## EXERCISE DESCRIPTION
In the data below, find each line carrying the string "position" and copy it out.
───── RAW DATA
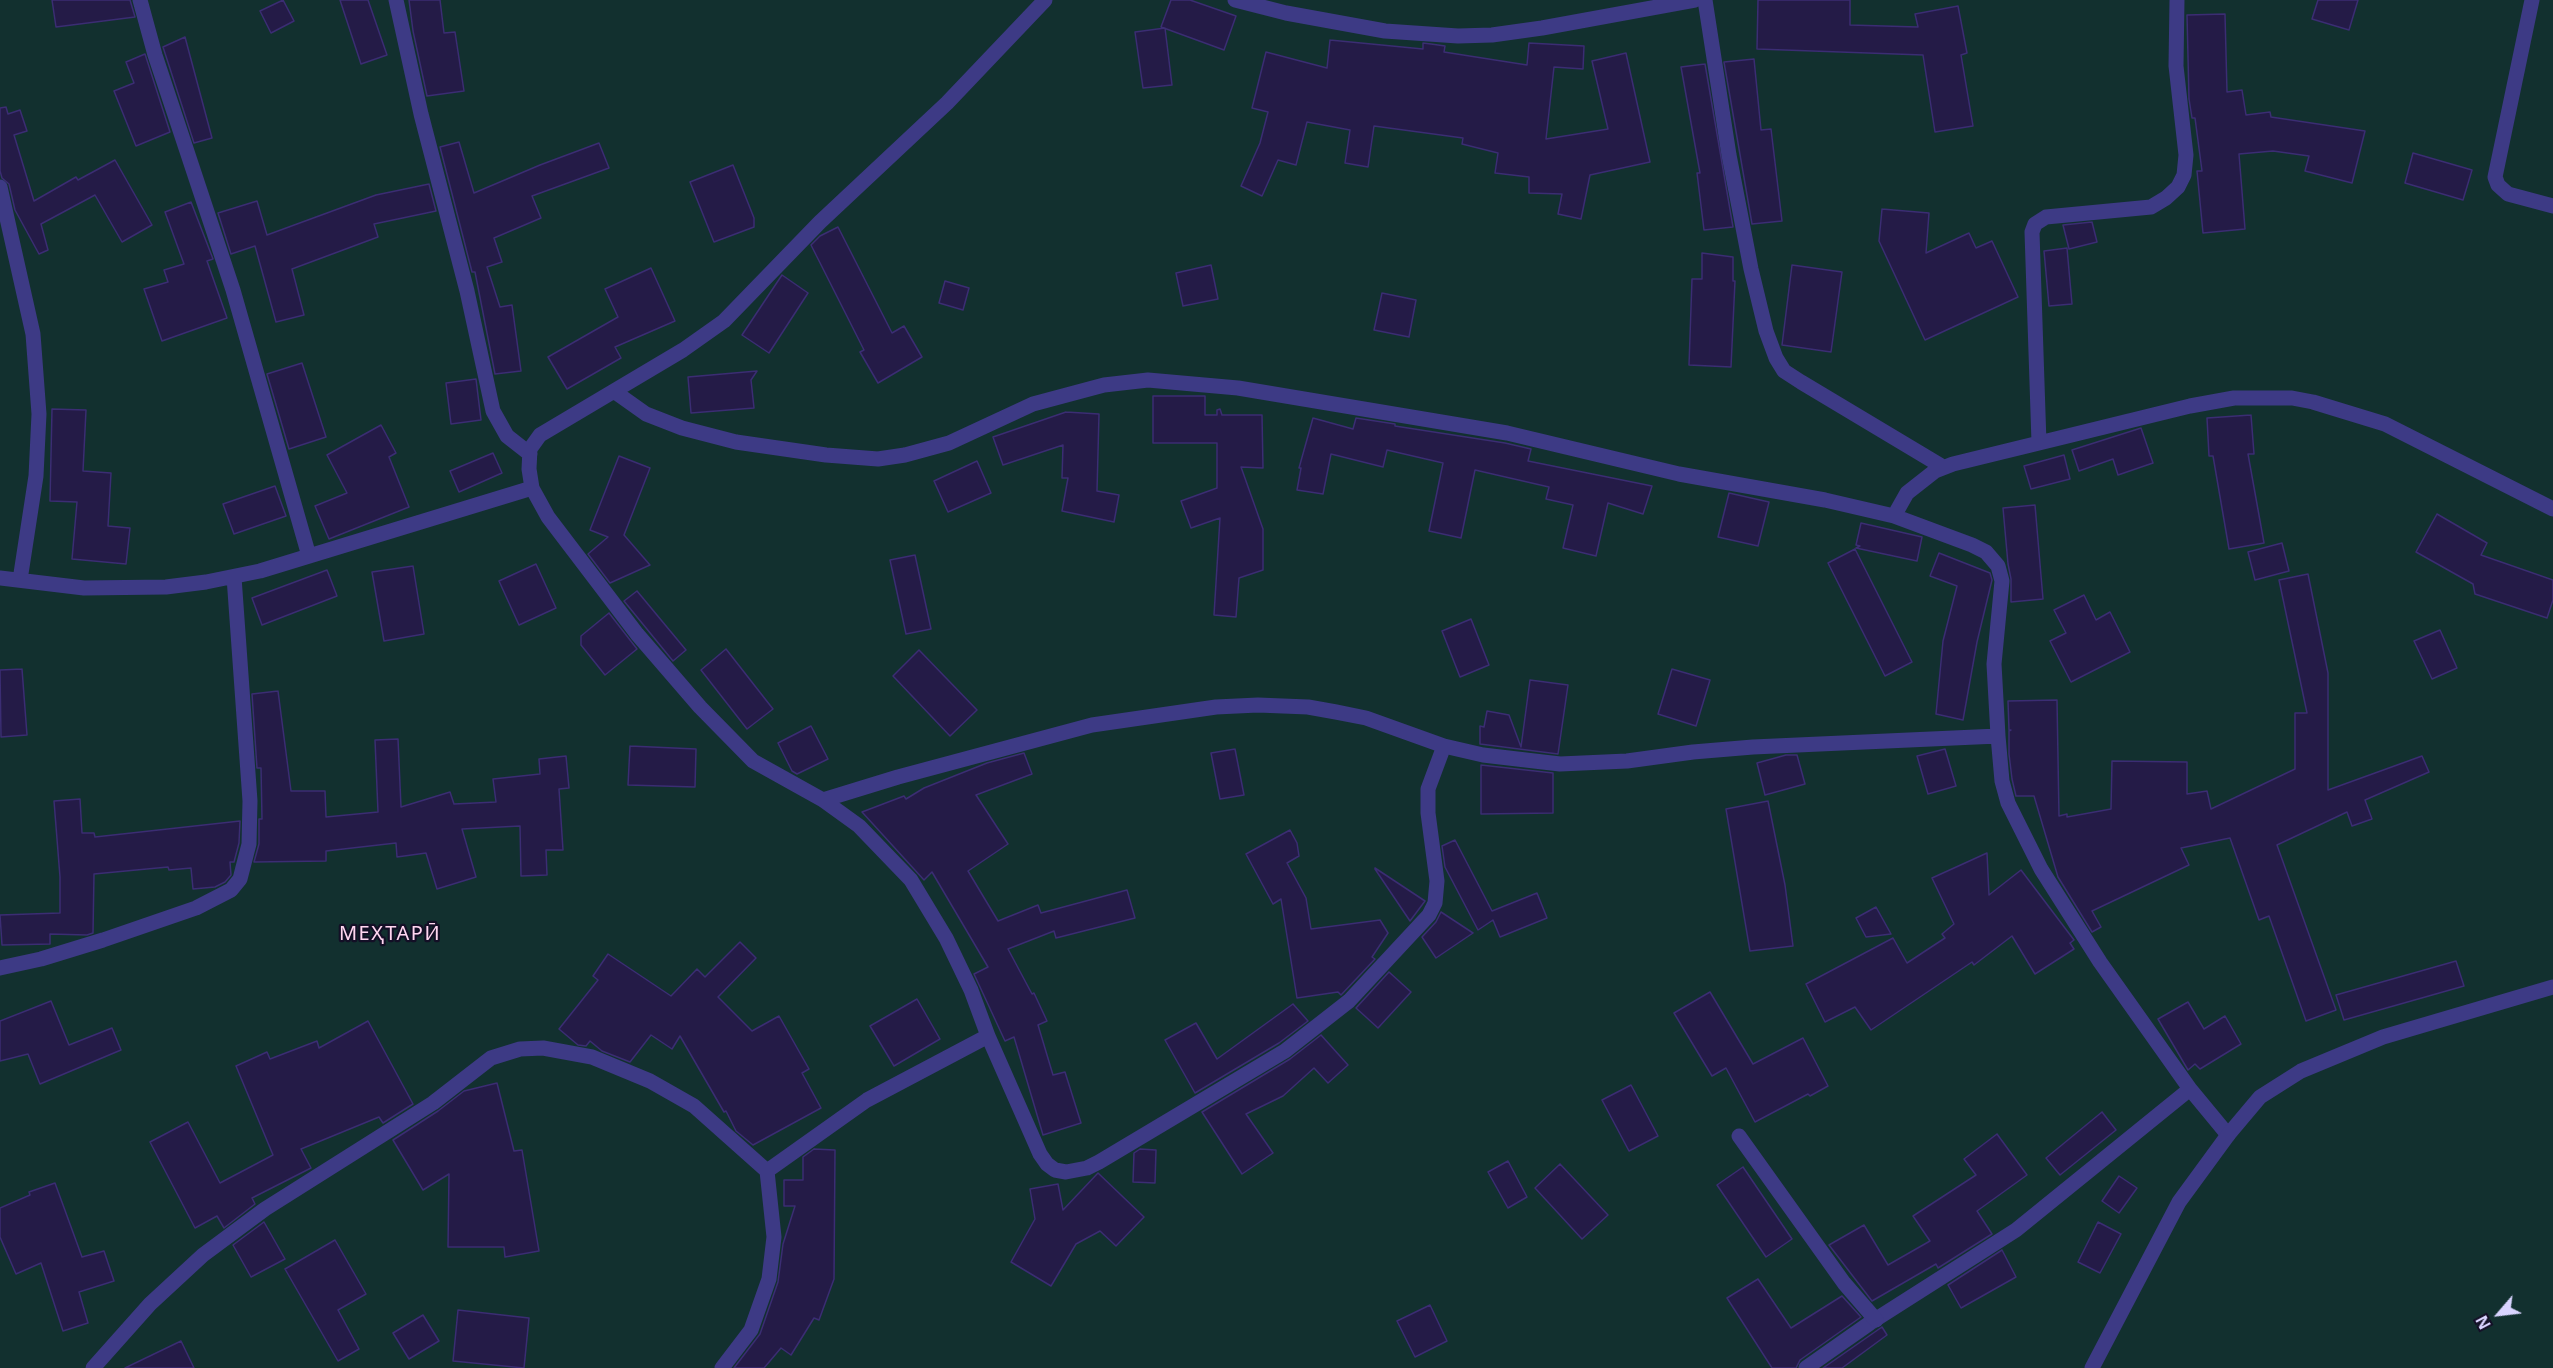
<!DOCTYPE html>
<html>
<head>
<meta charset="utf-8">
<style>
	body { margin:0 }
	#map { position:relative; width:2553px; height:1368px; overflow:hidden; background:#130f26; font-family:"Noto Sans",sans-serif }
	canvas { display:block }
	.north { position:absolute; left:2469px; top:1284px; width:60px; height:60px; -webkit-text-stroke:4px #130f26; paint-order:stroke; rotate:242deg; font-size:16px; font-weight:700; line-height:24px; text-align:center; color:#d9d4ff }
	.north::after { content:''; display:block; margin:auto; width:21px; height:27px; background:#d9d4ff; clip-path:polygon(50% 0,100% 100%,50% 72%,0 100%) }
</style>
</head>
<body>
<div id="map">
<canvas width="2553" height="1368"></canvas>
<div class="north">N</div>
</div>
<script>
const c = document.querySelector('canvas').getContext('2d');
c.lineJoin = 'round';
function fill(path, color) { c.fillStyle = color; c.fill(path, 'evenodd'); }
const toPath = rows => new Path2D(rows.map(r => 'M' + r).join(''));
function trace(path, color, width, dash) { c.strokeStyle = color; c.lineWidth = width; c.lineCap = dash ? 'butt' : 'round'; c.setLineDash(dash || []); c.stroke(path); }
function label(font, color, halo, rows, align = 'center') {
  c.font = font + ' "Noto Sans",sans-serif'; c.lineWidth = 4.5; c.setLineDash([]); c.textBaseline = 'middle'; c.strokeStyle = halo; c.fillStyle = color; for (const [text, x, y, turn = 0] of rows) {
    c.save(); c.translate(x, y); c.rotate((+turn || 0) * Math.PI / 180); c.textAlign = isNaN(turn) ? turn : align; if (halo) c.strokeText(text, 0, 0); c.fillText(text, 0, 0); c.restore();
  }
}
fill(toPath([
	[0,0,2553,0,2553,1368,0,1368]
]), '#12302f');
const building = toPath([
	[52,0,130,0,135,17,56,27,52,0],
	[283,0,294,21,271,33,260,11,283,0],
	[340,0,368,0,387,55,361,64,340,0],
	[409,0,440,0,444,33,455,32,464,91,427,96,413,31,409,0],
	[1171,0,1190,0,1236,16,1224,50,1161,27,1171,0],
	[1758,0,1850,0,1850,25,1918,27,1915,14,1958,6,1967,53,1961,55,1973,126,1935,132,1923,55,1757,49,1758,0],
	[2318,0,2358,0,2349,30,2312,19,2318,0],
	[2225,14,2227,92,2242,90,2246,115,2270,112,2271,117,2365,131,2352,183,2305,171,2309,156,2273,151,2239,154,2245,229,2203,233,2197,171,2202,171,2195,118,2192,118,2189,99,2187,15,2225,14],
	[1165,28,1172,85,1143,88,1135,32,1165,28],
	[185,37,212,138,194,143,163,47,185,37],
	[1330,40,1423,49,1423,43,1431,44,1445,46,1444,52,1527,65,1529,43,1584,46,1583,69,1554,67,1546,139,1608,129,1592,61,1626,53,1650,162,1590,175,1581,219,1558,214,1562,194,1529,193,1529,177,1495,173,1498,153,1462,144,1463,138,1374,126,1368,167,1345,163,1350,130,1307,122,1296,165,1278,160,1262,196,1241,186,1260,143,1268,112,1252,108,1266,52,1327,68,1330,40],
	[145,54,170,132,136,146,114,91,134,83,126,62,145,54],
	[1754,59,1761,130,1771,129,1782,221,1752,224,1724,62,1754,59],
	[1705,64,1733,227,1704,230,1697,173,1700,173,1681,67,1705,64],
	[6,107,8,114,20,110,27,131,14,135,34,201,76,177,78,180,115,160,152,225,122,242,95,195,41,224,48,250,39,254,15,210,9,184,2,178,0,171,0,108,6,107],
	[459,142,474,193,540,165,599,143,609,168,532,196,541,218,494,238,502,262,487,267,500,307,512,305,521,371,495,374,475,272,472,272,440,147,459,142],
	[2413,153,2472,170,2463,200,2405,183,2413,153],
	[733,165,754,218,754,227,714,242,690,182,733,165],
	[429,184,436,211,374,224,378,237,292,269,304,315,276,322,255,246,231,254,218,213,257,201,267,235,376,195,429,184],
	[191,202,213,259,207,261,227,318,162,341,144,289,168,282,164,270,184,264,165,212,191,202],
	[1882,209,1929,213,1926,253,1969,233,1976,248,1992,241,2018,297,1925,340,1879,241,1882,209],
	[2092,222,2097,242,2069,249,2063,225,2092,222],
	[838,227,892,333,904,326,922,357,878,383,860,352,864,350,811,245,820,236,838,227],
	[2067,248,2072,304,2049,306,2044,251,2067,248],
	[1702,253,1733,257,1733,281,1735,281,1731,367,1689,365,1692,279,1702,279,1702,253],
	[1211,265,1218,299,1183,306,1176,273,1211,265],
	[1792,265,1842,272,1831,352,1782,345,1792,265],
	[651,268,675,321,615,347,621,358,567,389,548,357,618,317,605,289,651,268],
	[782,275,808,293,769,353,742,335,782,275],
	[945,281,969,288,963,310,939,303,945,281],
	[1382,293,1416,300,1409,337,1374,330,1382,293],
	[302,363,326,437,289,449,267,374,302,363],
	[757,371,751,380,754,408,691,413,688,377,757,371],
	[476,379,481,420,451,424,446,383,476,379],
	[1153,396,1205,396,1205,415,1217,415,1217,410,1220,409,1222,415,1262,415,1263,468,1241,467,1263,529,1263,570,1239,578,1236,617,1214,615,1220,518,1191,528,1181,501,1217,488,1217,443,1153,443,1153,396],
	[52,409,86,410,83,471,111,473,108,526,130,528,126,564,72,559,77,502,50,501,52,409],
	[1066,412,1099,414,1097,491,1119,495,1114,522,1062,511,1068,478,1062,478,1063,445,1003,465,993,437,1066,412],
	[2251,415,2254,454,2248,454,2264,543,2229,549,2213,456,2209,456,2207,418,2251,415],
	[1313,418,1353,429,1356,418,1395,424,1395,426,1505,443,1531,449,1528,461,1652,486,1643,514,1608,503,1596,556,1563,548,1573,505,1546,499,1549,487,1475,470,1461,538,1429,531,1443,463,1387,450,1383,467,1331,454,1323,494,1297,490,1301,468,1299,468,1313,418],
	[381,425,396,453,389,457,409,507,329,539,315,506,347,493,327,455,381,425],
	[2141,428,2153,463,2118,475,2113,459,2079,471,2072,450,2141,428],
	[493,453,502,473,459,492,450,471,493,453],
	[2064,455,2070,479,2031,489,2024,466,2064,455],
	[619,456,650,468,624,535,650,565,610,583,588,554,608,537,590,530,619,456],
	[977,461,991,493,948,512,934,481,977,461],
	[275,486,286,516,234,534,223,504,275,486],
	[1729,493,1769,502,1758,546,1718,537,1729,493],
	[2035,505,2043,599,2011,602,2011,579,2008,564,2003,508,2035,505],
	[2437,514,2487,543,2481,555,2553,580,2553,600,2547,618,2475,594,2473,584,2416,552,2437,514],
	[1861,523,1922,537,1917,561,1856,548,1860,546,1856,545,1861,523],
	[2282,543,2289,571,2255,580,2248,552,2282,543],
	[1855,549,1912,662,1885,676,1828,563,1855,549],
	[1939,553,1990,573,1992,580,1977,642,1963,720,1936,714,1943,641,1957,586,1930,576,1939,553],
	[915,555,931,629,906,634,890,560,915,555],
	[536,564,556,608,519,625,499,581,536,564],
	[413,566,424,634,384,641,372,572,413,566],
	[327,570,337,596,262,625,252,598,327,570],
	[2308,574,2328,673,2328,790,2422,756,2429,772,2365,800,2372,819,2352,826,2347,812,2277,845,2336,1010,2306,1021,2269,916,2259,920,2230,838,2181,848,2189,865,2092,911,2101,927,2092,932,2058,877,2034,796,2016,796,2012,779,2009,754,2009,731,2011,730,2009,730,2008,701,2057,700,2059,816,2067,814,2067,817,2111,809,2112,761,2187,762,2187,794,2207,791,2211,809,2295,769,2295,713,2307,713,2279,580,2308,574],
	[637,591,686,650,673,661,624,601,637,591],
	[2084,595,2096,620,2110,612,2130,652,2071,682,2050,641,2066,633,2054,610,2084,595],
	[609,613,637,649,605,675,581,645,581,636,609,613],
	[1471,619,1489,665,1460,677,1442,631,1471,619],
	[2440,630,2457,668,2432,679,2414,641,2440,630],
	[726,649,773,709,747,729,701,670,726,649],
	[919,650,977,710,950,736,893,676,919,650],
	[22,669,27,735,1,737,0,670,22,669],
	[1672,669,1710,680,1696,726,1658,714,1672,669],
	[1530,680,1568,685,1558,754,1480,744,1480,726,1484,727,1487,711,1509,715,1521,747,1530,680],
	[278,691,291,791,325,791,326,817,378,812,375,740,398,739,401,807,450,792,454,804,496,802,493,779,540,774,539,759,566,756,569,788,559,789,563,850,546,850,547,875,521,876,520,826,462,829,476,877,437,889,426,853,397,857,396,843,326,851,326,861,254,862,259,844,259,819,262,819,261,768,257,768,252,694,278,691],
	[811,726,828,759,797,774,792,771,778,743,811,726],
	[630,746,696,749,695,787,628,785,630,746],
	[1235,749,1244,795,1220,799,1211,753,1235,749],
	[1945,749,1956,786,1928,794,1917,756,1945,749],
	[1024,753,1032,774,976,795,1008,844,968,871,998,921,1038,905,1041,913,1127,890,1135,918,1056,938,1054,931,1008,949,1032,994,1034,993,1047,1021,1038,1025,1053,1075,1065,1072,1081,1123,1043,1135,1014,1037,1005,1041,974,974,988,967,932,872,924,880,862,812,904,796,906,799,924,788,987,763,1024,753],
	[1786,755,1797,755,1805,784,1765,795,1757,763,1786,755],
	[1481,765,1553,773,1553,813,1481,814,1481,765],
	[80,799,82,833,94,833,95,837,240,821,239,843,234,862,230,862,231,875,225,882,215,887,193,889,191,868,169,870,168,867,94,874,93,933,87,935,50,934,50,944,2,945,0,915,60,913,60,877,54,801,80,799],
	[1768,801,1785,885,1793,946,1750,951,1726,809,1768,801],
	[1290,830,1297,843,1299,856,1287,863,1306,898,1311,929,1380,920,1388,933,1372,957,1375,959,1341,995,1338,992,1297,998,1281,899,1273,904,1246,854,1290,830],
	[1455,840,1492,911,1537,893,1547,918,1500,937,1493,920,1478,930,1445,867,1442,846,1455,840],
	[1987,853,1989,895,2021,870,2074,940,2070,943,2074,949,2035,974,2012,936,1974,965,1972,962,1871,1030,1855,1007,1825,1022,1806,984,1893,938,1907,963,1945,938,1942,934,1954,924,1932,878,1987,853],
	[1375,868,1425,901,1410,921,1375,869,1375,868],
	[1876,907,1891,934,1866,937,1856,918,1876,907],
	[1441,912,1473,933,1436,958,1422,937,1436,922,1441,912],
	[740,942,756,958,718,997,752,1031,779,1016,809,1069,802,1073,821,1108,753,1145,736,1131,726,1111,724,1112,680,1036,672,1049,651,1035,630,1062,602,1051,590,1041,586,1046,578,1045,559,1029,598,980,593,976,608,954,671,996,697,969,705,977,740,942],
	[2456,961,2464,986,2344,1020,2336,995,2456,961],
	[1389,972,1411,992,1378,1028,1356,1008,1389,972],
	[1710,992,1753,1064,1803,1038,1828,1086,1810,1096,1808,1094,1755,1122,1726,1068,1712,1076,1674,1013,1710,992],
	[917,999,940,1039,894,1066,870,1026,917,999],
	[51,1001,69,1045,112,1028,121,1050,40,1084,28,1054,0,1061,0,1021,51,1001],
	[2188,1002,2204,1029,2225,1016,2241,1044,2200,1069,2195,1064,2188,1070,2158,1019,2188,1002],
	[1293,1004,1308,1021,1279,1043,1195,1093,1165,1040,1196,1023,1217,1059,1293,1004],
	[368,1021,413,1104,383,1123,379,1117,301,1149,311,1168,252,1198,255,1204,224,1228,217,1216,195,1228,150,1142,188,1122,220,1183,273,1155,236,1066,267,1052,270,1059,317,1041,319,1048,368,1021],
	[1321,1035,1348,1065,1328,1083,1314,1068,1283,1096,1246,1114,1273,1153,1242,1174,1202,1112,1290,1059,1321,1035],
	[497,1083,514,1151,522,1150,539,1251,505,1257,504,1247,448,1247,449,1174,423,1190,393,1140,438,1111,464,1091,497,1083],
	[1631,1085,1658,1136,1629,1151,1602,1100,1631,1085],
	[2102,1112,2116,1130,2060,1175,2046,1158,2102,1112],
	[1997,1134,2027,1175,1977,1211,1992,1234,1938,1268,1936,1264,1872,1301,1829,1245,1864,1225,1888,1265,1930,1241,1913,1216,1976,1175,1964,1159,1997,1134],
	[814,1149,835,1150,834,1279,819,1320,814,1318,791,1355,781,1348,764,1368,734,1368,760,1334,778,1282,783,1244,795,1206,784,1206,784,1180,803,1180,803,1157,814,1149],
	[1140,1149,1156,1150,1155,1183,1133,1182,1134,1153,1140,1149],
	[1508,1161,1527,1197,1508,1208,1488,1172,1508,1161],
	[1560,1164,1608,1215,1582,1239,1535,1188,1560,1164],
	[1743,1167,1792,1239,1766,1257,1717,1185,1743,1167],
	[1098,1173,1144,1217,1116,1246,1100,1231,1076,1244,1051,1286,1011,1262,1035,1219,1030,1189,1058,1184,1063,1210,1098,1173],
	[2119,1176,2137,1188,2119,1213,2102,1201,2119,1176],
	[55,1183,82,1257,104,1251,114,1281,79,1292,88,1323,63,1331,41,1263,16,1274,0,1237,0,1208,30,1195,29,1192,55,1183],
	[264,1222,285,1259,251,1277,233,1245,264,1222],
	[2098,1222,2121,1234,2100,1273,2078,1262,2098,1222],
	[335,1240,366,1294,338,1310,359,1349,338,1361,285,1269,335,1240],
	[2002,1250,2016,1277,1961,1308,1948,1285,2002,1250],
	[1758,1279,1791,1328,1842,1296,1861,1317,1800,1360,1796,1368,1772,1368,1727,1298,1758,1279],
	[1430,1305,1447,1341,1415,1357,1397,1321,1430,1305],
	[458,1310,529,1318,524,1368,453,1361,458,1310],
	[423,1315,439,1341,409,1359,393,1333,423,1315],
	[1882,1327,1887,1335,1842,1368,1823,1368,1882,1327],
	[181,1341,194,1368,125,1368,181,1341]
]);
fill(building, '#241b47');
trace(building, '#3b2d73', 1.5);
trace(toPath([
	[140,0,155,55,233,290,309,556],
	[396,0,421,114,467,291,493,411,507,436,530,454],
	[1045,0,947,103,820,222,724,321,683,350,540,435,530,449,529,469,532,488,548,517,637,634,700,707,753,761,823,800,859,826,911,880,946,938,971,990,988,1036,1040,1154,1047,1164,1055,1170,1066,1172,1087,1168,1099,1162,1285,1051,1349,1001,1429,915,1435,903,1437,881,1428,813,1428,789,1444,746,1483,755,1560,764,1627,761,1693,752,1753,747,1998,736,2002,781,2008,803,2041,869,2100,962,2190,1089,2228,1135],
	[1235,0,1286,13,1385,31,1458,36,1492,35,1542,28,1695,0],
	[1705,0,1729,155,1751,269,1766,331,1776,358,1784,371,1801,382,1943,467],
	[2532,0,2495,177,2498,185,2508,194,2553,206],
	[0,187,33,334,39,414,36,476,20,580],
	[615,392,646,414,682,428,736,442,826,455,878,459,905,455,949,443,1033,404,1104,385,1148,380,1238,388,1507,433,1679,474,1825,500,1894,516,1972,545,1986,552,1998,566,2002,581,1994,664,1998,736],
	[2039,443,2190,406,2234,398,2292,398,2313,402,2385,424,2553,509],
	[1894,516,1907,493,1935,471,1953,464,2039,443,2032,232,2035,224,2046,217,2151,207,2166,198,2178,187,2184,175,2186,155,2176,66,2177,0],
	[0,578,84,588,166,587,206,582,260,571,532,488],
	[823,800,898,777,1092,725,1216,707,1258,705,1308,707,1336,712,1366,718,1444,746],
	[0,968,41,959,103,940,196,908,231,890,240,879,249,844,250,801,234,577],
	[767,1171,867,1100,988,1036],
	[93,1368,150,1304,203,1255,265,1209,433,1103,491,1058,520,1049,543,1048,592,1057,650,1081,694,1106,767,1171,774,1237,769,1279,751,1330,722,1368],
	[1806,1368,1870,1323,2016,1230,2190,1089]
]), '#3d3a85', 15);
trace(toPath([
	[1739,1136,1844,1283,1876,1320],
	[2092,1368,2179,1202,2228,1135,2260,1097,2301,1071,2383,1037,2553,987]
]), '#3d3a85', 15);
c.letterSpacing = '1.5px';
label('20px', '#ffd6f0', '#130f26', [
	["МЕҲТАРӢ",390,934]
]);
c.letterSpacing = '0px';
</script>
</body>
</html>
──────────
## SOLUTION BELOW
	#map { position:relative; width:2553px; height:1368px; overflow:hidden; background:#130f26; font-family:"Noto Sans",sans-serif }
	.north { position:absolute; left:2469px; top:1284px; width:60px; height:60px; -webkit-text-stroke:4px #130f26; paint-order:stroke; rotate:242deg; font-size:16px; font-weight:700; line-height:24px; text-align:center; color:#d9d4ff }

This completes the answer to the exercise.